##### Records

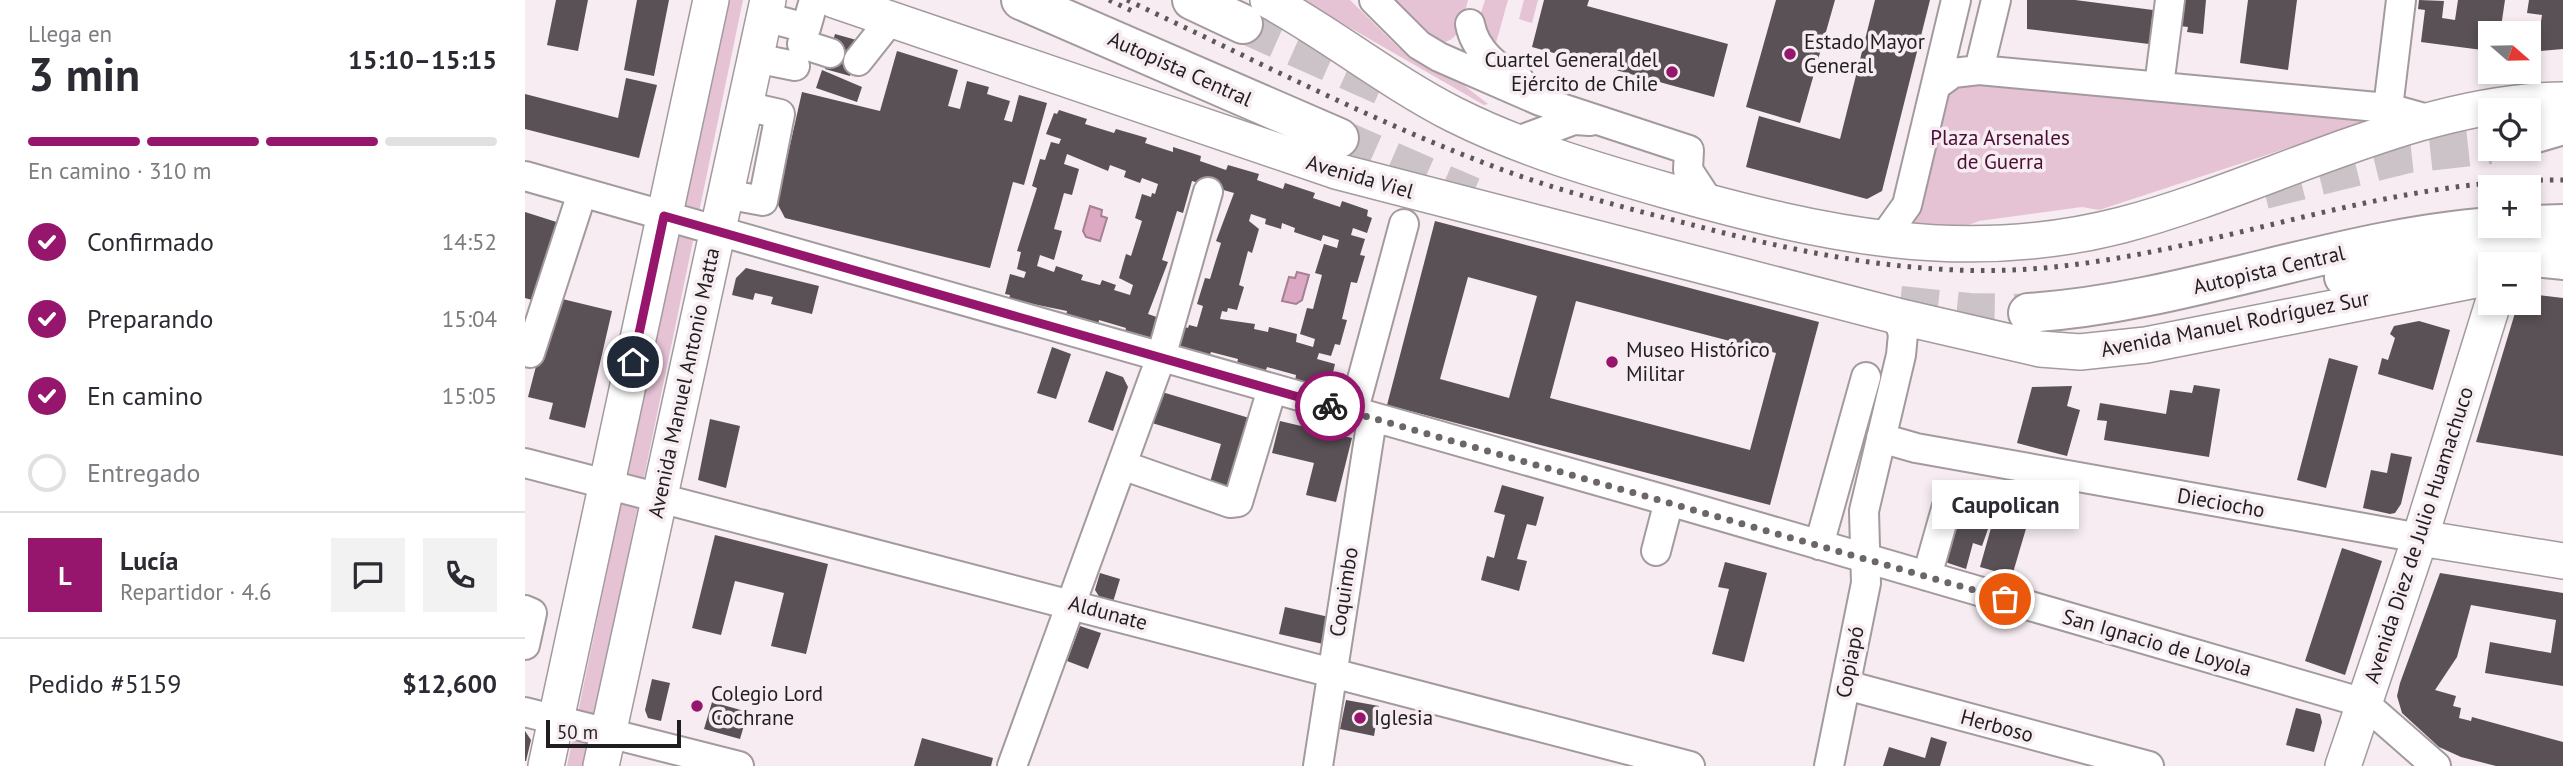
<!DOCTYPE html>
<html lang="es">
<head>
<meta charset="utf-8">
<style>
	:root { --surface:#fff; --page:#f2f2f3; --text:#2b2b33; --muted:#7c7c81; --line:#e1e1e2; --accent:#97166d }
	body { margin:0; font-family:"PT Sans",sans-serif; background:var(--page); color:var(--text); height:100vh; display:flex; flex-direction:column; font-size:26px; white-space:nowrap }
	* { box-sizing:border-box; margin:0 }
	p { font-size:23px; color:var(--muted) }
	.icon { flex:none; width:38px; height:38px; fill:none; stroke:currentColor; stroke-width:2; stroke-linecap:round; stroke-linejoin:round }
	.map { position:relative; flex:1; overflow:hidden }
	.panel { display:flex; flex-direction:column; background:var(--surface); width:525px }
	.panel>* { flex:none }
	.needle { width:46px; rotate:110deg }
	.fabs { position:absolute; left:1953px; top:21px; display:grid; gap:14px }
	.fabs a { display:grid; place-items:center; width:63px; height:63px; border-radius:0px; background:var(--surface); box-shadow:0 4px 10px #0003; font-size:35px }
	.scale { position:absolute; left:21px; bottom:18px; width:135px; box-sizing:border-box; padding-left:7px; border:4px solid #211e1f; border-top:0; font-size:19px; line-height:24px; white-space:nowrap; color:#211e1f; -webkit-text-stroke:5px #f6ecf1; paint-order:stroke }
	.pin { position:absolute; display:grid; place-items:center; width:60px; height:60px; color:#fff; margin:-30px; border:4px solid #fff; border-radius:50%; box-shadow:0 2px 7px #0007 }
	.courier { position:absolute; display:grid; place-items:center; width:70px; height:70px; margin:-35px; border:5px solid #97166d; border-radius:50%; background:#fff; color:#222; box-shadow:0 2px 9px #0007 }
	.bubble { position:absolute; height:49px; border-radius:0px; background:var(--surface); box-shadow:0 4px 10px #0003; font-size:23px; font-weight:600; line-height:49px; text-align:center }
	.overview em { font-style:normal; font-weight:600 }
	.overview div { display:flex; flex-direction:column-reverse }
	.overview { display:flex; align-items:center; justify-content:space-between; height:119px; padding:0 28px }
	h1 { font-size:46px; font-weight:600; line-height:52px }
	.bar { display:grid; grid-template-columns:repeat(4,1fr); gap:10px 7px; align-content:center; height:84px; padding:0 28px }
	.bar i { height:9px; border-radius:5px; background:var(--line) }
	.bar .current { background:var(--accent) }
	.bar p { grid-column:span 4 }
	.line { display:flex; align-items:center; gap:18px; padding:0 28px; border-top:2px solid var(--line) }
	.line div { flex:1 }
	.round { display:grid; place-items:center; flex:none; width:74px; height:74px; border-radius:0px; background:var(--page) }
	ol { padding:0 28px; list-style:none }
	li { display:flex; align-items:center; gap:21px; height:77px }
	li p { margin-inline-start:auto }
	li .icon { padding:7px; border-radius:50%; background:var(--accent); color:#fff; stroke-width:4 }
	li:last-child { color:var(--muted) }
	li i { width:38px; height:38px; border:4px solid var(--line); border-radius:50% }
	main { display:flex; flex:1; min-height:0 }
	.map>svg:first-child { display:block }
</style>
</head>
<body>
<main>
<section class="panel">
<div class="overview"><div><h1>3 min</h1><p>Llega en</p></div><em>15:10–15:15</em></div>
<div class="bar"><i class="current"></i><i class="current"></i><i class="current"></i><i></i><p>En camino · 310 m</p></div>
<ol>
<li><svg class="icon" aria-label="check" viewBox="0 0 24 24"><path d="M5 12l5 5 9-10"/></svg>Confirmado<p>14:52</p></li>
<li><svg class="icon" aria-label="check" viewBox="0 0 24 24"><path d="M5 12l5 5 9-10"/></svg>Preparando<p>15:04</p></li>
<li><svg class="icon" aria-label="check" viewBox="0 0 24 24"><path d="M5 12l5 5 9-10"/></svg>En camino<p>15:05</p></li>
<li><i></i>Entregado</li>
</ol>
<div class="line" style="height:126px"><b class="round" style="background:var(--accent);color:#fff">L</b><div><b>Lucía</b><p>Repartidor · 4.6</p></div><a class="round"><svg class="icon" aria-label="chat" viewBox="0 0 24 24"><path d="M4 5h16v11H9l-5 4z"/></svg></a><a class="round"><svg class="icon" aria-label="phone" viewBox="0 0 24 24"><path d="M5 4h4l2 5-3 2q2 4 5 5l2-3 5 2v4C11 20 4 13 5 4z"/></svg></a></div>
<div class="line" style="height:91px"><div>Pedido #5159</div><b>$12,600</b></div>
</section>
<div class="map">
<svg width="2038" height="766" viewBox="0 0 2038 766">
	<rect width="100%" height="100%" fill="#f6ecf1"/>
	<path fill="#e5c2d4" d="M200 0H218L59 766H42Z
		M777 0H825L874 48 940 86 963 104 959 105Z
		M858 0H943C938 18 937 41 915 43Z
		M960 0H983L969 50 954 19Z
		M999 0H1013L1007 23 994 19Z
		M1471 81 1835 117 1836 124 1574 210 1557 207 1454 221 1441 226 1387 225 1419 88Z"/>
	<path fill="#dda8c4" stroke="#a57f92" stroke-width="2" d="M565 206 577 210 576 216 582 218 575 241 561 237 558 231Z
		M772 272 784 275 777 300 771 304 757 301 764 277 770 278Z"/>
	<path fill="#595155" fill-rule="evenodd" d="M31 0H63L53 51 22 45Z
		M112 0H144L129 76 99 70Z
		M1019 0H1064L1062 6 1203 44 1189 97 1007 47Z
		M1251 0H1310L1275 123 1221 107Z
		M1350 0H1405L1357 191 1342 199 1221 167 1234 116 1315 139Z
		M1502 0H1550L1628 10 1624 44 1502 29Z
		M1658 0H1681L1678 34 1662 32 1663 27 1655 26Z
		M1723 0H1772L1763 70 1715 63Z
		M1894 0 1919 1 1917 18 1930 20 1933 0H1980L1976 27 1989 29V26L2015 28 2017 15 2002 13 2004 0H2038V49L2004 52V33H1965V51L1896 42 1900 10 1893 9Z
		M310 34 335 41 325 76 300 69Z
		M372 51 433 70 423 106 435 109 442 81 464 87 462 94 485 101 479 120 487 122 494 95 522 103 499 185 488 182 465 268 260 218 252 203 277 92 355 111Z
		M297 70 337 87 332 102 291 88Z
		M101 78 132 85 114 158 0 129V94L93 118Z
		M534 110 562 119 560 124 589 133 591 129 622 138 620 143 648 152V147L676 156 675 161 701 170 703 165 734 174 732 180 758 189 760 183 790 193 788 198 815 207 817 201 843 210 842 216 847 218 842 233 828 228 826 235 840 239 835 255 840 256 832 283 826 282 817 319 822 320 815 345 810 344 806 356 794 353 792 359 810 364 805 385 799 383 798 389 770 381 771 375 742 367 740 373 712 364 713 359 686 352 684 357 654 348 656 343 629 336 628 341 600 332 601 328 574 320 573 325 541 316 542 311 484 299 485 295 480 294 485 274 499 278 501 272 492 269 496 252 492 251 512 188 507 186 515 159 520 160 526 142 534 144 536 139 521 134 529 113 532 114ZM542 154 583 171 585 165 601 171 599 177 615 183 617 178 633 184 630 194 627 193 626 197 617 194 610 218 617 221 606 256 601 254 594 278 608 285 605 295 589 290 591 285 577 280 575 285 556 280 558 275 531 266 529 272 512 266 515 255 529 260 537 231 529 229 539 193 547 195 554 169 539 164ZM667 181 709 193 691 241 696 243 685 279 680 278 672 304 678 306 672 327 664 325 663 328 623 314 643 262 637 260 652 211 658 213ZM726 214 741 219 740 224 756 229 757 223 770 228 769 232 796 241 798 235 814 240 812 248 799 244 790 273 797 275 788 309 782 308 775 334 790 339 788 347 771 342 772 334 744 327 743 332 729 329 730 324 695 319 697 311 702 312 703 308 712 310 719 287 714 285 723 251 727 253 734 229 724 221Z
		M0 212 44 226 38 241 27 237 21 255 29 258 14 302 0 298Z
		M910 221 1294 322 1245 505 862 405ZM943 277 1012 296 984 398 915 379ZM1051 301 1251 353 1225 450 1025 398Z
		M221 268 294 286 287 314 246 304 248 297 230 293 228 300 207 295 211 278Z
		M2004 294 2038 298V456L1951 442 1993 303H2004Z
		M29 297 87 311 60 428 24 419 28 403 3 397Z
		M1894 321 1925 330 1908 390 1853 374 1857 358 1863 360 1870 338 1865 334 1869 326Z
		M527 347 546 354 531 399 512 393Z
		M1804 358 1833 366 1801 488 1772 480Z
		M581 371 598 377 603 387 588 431 563 422Z
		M1669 385 1695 389 1684 457 1579 440 1582 421 1572 420 1575 403 1641 414 1645 390 1667 393Z
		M1547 386 1542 406 1555 410 1542 456 1492 443 1507 387Z
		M637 392 731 420 709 497 683 489 696 444 627 423Z
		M185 419 215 426 201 488 173 480Z
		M755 421 827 438 811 502 781 495 789 463 747 453Z
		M1866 453 1887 457 1876 504 1870 513 1865 514 1838 508 1846 470 1862 473Z
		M977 485 1019 497 1011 526 1002 524 992 559 1002 561 994 591 956 580 962 556 969 558 980 515 969 512Z
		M1446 495 1464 500 1456 526 1463 529 1457 546 1448 543 1441 569 1420 562 1436 497Z
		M1475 496 1508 505 1487 576 1455 567Z
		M190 535 303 564 281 654 246 646 259 593 210 581 196 635 167 628Z
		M1817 548 1857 561 1820 675 1780 661Z
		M1200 562 1242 573 1219 662 1187 654 1204 589 1193 587Z
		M575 573 595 579 588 602 575 598 570 590Z
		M1915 573 2038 593V686L1960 673 1965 642 2026 653 2031 620 1946 605 1932 657 1910 690 1931 696 1928 706 1936 708 1934 718 1946 721 1947 717 2038 742V766H1971L1936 757 1914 747 1877 713 1872 696 1875 683Z
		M760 607 804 617 798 644 754 634Z
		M555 626 576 633 563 669 542 661Z
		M127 679 145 683 136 721 123 718 120 710Z
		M821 700 854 706 849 736 815 729Z
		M187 702 223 712 215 739 179 729Z
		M1771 708 1795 714 1797 722 1789 752 1761 745Z
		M0 731 6 740 1 761H0Z
		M1406 737 1422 742 1415 766H1358L1364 747 1400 758Z
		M397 738 468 758 466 766H389Z"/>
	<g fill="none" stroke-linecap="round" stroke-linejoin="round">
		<path stroke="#cbc3c7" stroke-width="38" stroke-dasharray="38 19" stroke-linecap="butt" d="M718 24 873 93
			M814 138 947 196
			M1739 190 1883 154 1965 145
			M1375 305 1444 312 1503 313"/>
		<g stroke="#a39a9e" stroke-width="32">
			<path id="minor" d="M849 0 894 45 914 57 1015 101 1164 150 1163 170 1184 202
				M240 17 281 28 289 0
				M945 24C950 51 972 68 995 81
				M277 44 305 53
				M230 58 270 66
				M333 61 367 18
				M1454 70 1471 0
				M1413 84 1428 73 1454 70 1863 108 1906 120
				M1634 86 1645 0
				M1863 108 1876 0
				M990 142 1049 120 1065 121
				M0 176 1144 501 1839 703 1911 766
				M200 194 238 201 255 114 220 106
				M1357 240 1382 205 1431 0
				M5 353 57 193
				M828 413 879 224
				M1356 438 1391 448 1895 538
				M0 463 1165 766
				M597 465 705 503 713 502 747 389
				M1294 545 1341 377
				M1131 551 1144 501
				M1402 576 1421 509
				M0 610 7 613 0 645
				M1321 685 1624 766
				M0 712 214 766
				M487 766 636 357 683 192
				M793 766 847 419
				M1304 766 1341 583 1339 511 1376 355 1378 334 1372 316"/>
		</g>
		<g stroke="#a39a9e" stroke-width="38">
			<path id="major" d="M309 0 811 171 1372 316 1515 349 1555 352 1621 345 1965 277
				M743 0C807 35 865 82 930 115 998 149 1070 170 1143 191 1296 234 1439 266 1597 225 1739 188 1890 101 2038 100
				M1895 538 2038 561
				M21 766 186 0
				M76 766 243 0
				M1818 766 1895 538 1968 303"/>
		</g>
		<g stroke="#a39a9e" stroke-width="42">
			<path id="highway" d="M496 0 814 138
				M667 0 718 24
				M2004 135 2038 125
				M2004 225 2038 224
				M1819 277C1892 263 1964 250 2038 260
				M1503 313C1667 302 1820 234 1984 226"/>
		</g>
		<use href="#minor" stroke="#fff" stroke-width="28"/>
		<use href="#major" stroke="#fff" stroke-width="35"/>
		<use href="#highway" stroke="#fff" stroke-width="38"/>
		<path stroke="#5c5759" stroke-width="5" stroke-dasharray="3.5 7" stroke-linecap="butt" d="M584 0 609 12
			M602 0C726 58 850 123 978 170 1049 196 1122 213 1195 232 1305 259 1415 279 1529 267 1701 249 1863 178 2038 180"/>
	</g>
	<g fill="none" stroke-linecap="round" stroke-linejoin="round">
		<path stroke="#6c6668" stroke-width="7" stroke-dasharray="0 12.6" d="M805 406 1480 599"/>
		<path stroke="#97166d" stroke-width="9" d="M108 362 139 216 805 406"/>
	</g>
	<g fill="#97166d" stroke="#f6ecf1" stroke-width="2.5">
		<circle cx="1265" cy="54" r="7"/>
		<circle cx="1147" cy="72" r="7"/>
		<circle cx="1087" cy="362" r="7"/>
		<circle cx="172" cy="706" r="7"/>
		<circle cx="835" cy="718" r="7"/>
	</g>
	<g text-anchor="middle" stroke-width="7" stroke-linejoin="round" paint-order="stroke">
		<g font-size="21" fill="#211e1f" stroke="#f6ecf1" text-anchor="start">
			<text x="1279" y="49">Estado Mayor<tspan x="1279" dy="24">General</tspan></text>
			<text x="1133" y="67" text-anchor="end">Cuartel General del<tspan x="1133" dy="24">Ejército de Chile</tspan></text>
			<text x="1101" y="357">Museo Histórico<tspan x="1101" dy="24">Militar</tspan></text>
			<text x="186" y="701">Colegio Lord<tspan x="186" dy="24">Cochrane</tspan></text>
			<text x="849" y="725">Iglesia</text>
		</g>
		<g font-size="21" fill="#211e1f" stroke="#f6ecf1">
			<text transform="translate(655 69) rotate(24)" y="7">Autopista Central</text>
			<text transform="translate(835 177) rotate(16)" y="7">Avenida Viel</text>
			<text transform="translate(1744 270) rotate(-13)" y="7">Autopista Central</text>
			<text transform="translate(1710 324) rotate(-11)" y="7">Avenida Manuel Rodríguez Sur</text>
			<text transform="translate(159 383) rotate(-78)" y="7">Avenida Manuel Antonio Matta</text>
			<text transform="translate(1696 503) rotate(10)" y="7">Dieciocho</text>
			<text transform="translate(1894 535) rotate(-72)" y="7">Avenida Diez de Julio Huamachuco</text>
			<text transform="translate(819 592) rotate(-81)" y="7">Coquimbo</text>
			<text transform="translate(583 613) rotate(15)" y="7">Aldunate</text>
			<text transform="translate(1632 643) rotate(16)" y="7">San Ignacio de Loyola</text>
			<text transform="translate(1325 662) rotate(-79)" y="7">Copiapó</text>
			<text transform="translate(1472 726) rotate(15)" y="7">Herboso</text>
		</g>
		<g font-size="21" fill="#4c0e36" stroke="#f6ecf1">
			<text x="1475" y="145">Plaza Arsenales<tspan x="1475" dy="24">de Guerra</tspan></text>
		</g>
	</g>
</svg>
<div class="fabs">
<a><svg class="needle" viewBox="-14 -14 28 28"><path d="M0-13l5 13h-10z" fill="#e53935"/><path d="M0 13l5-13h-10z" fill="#7c7c81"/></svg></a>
<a><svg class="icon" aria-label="locate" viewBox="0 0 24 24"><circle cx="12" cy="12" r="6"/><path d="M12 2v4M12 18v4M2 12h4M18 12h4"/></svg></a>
<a>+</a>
<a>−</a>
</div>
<div class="scale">50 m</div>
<div class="pin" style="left:1480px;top:599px;background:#ea580c"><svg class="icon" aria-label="bag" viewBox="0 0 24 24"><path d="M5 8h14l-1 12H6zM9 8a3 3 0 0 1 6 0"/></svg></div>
<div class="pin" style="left:108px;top:362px;background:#1f2937"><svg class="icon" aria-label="home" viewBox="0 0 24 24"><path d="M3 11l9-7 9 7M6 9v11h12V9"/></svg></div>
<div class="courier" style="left:805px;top:406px"><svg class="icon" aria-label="bike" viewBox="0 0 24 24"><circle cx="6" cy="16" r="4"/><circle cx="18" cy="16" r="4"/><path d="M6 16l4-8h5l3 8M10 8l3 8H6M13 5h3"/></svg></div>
<div class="bubble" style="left:1407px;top:480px;width:147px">Caupolican</div>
</div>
</main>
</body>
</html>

##########

**Aim of the exercise:** Reproduce every line from the listing above that holds the word "body".

**Result:**
	body { margin:0; font-family:"PT Sans",sans-serif; background:var(--page); color:var(--text); height:100vh; display:flex; flex-direction:column; font-size:26px; white-space:nowrap }
<body>
</body>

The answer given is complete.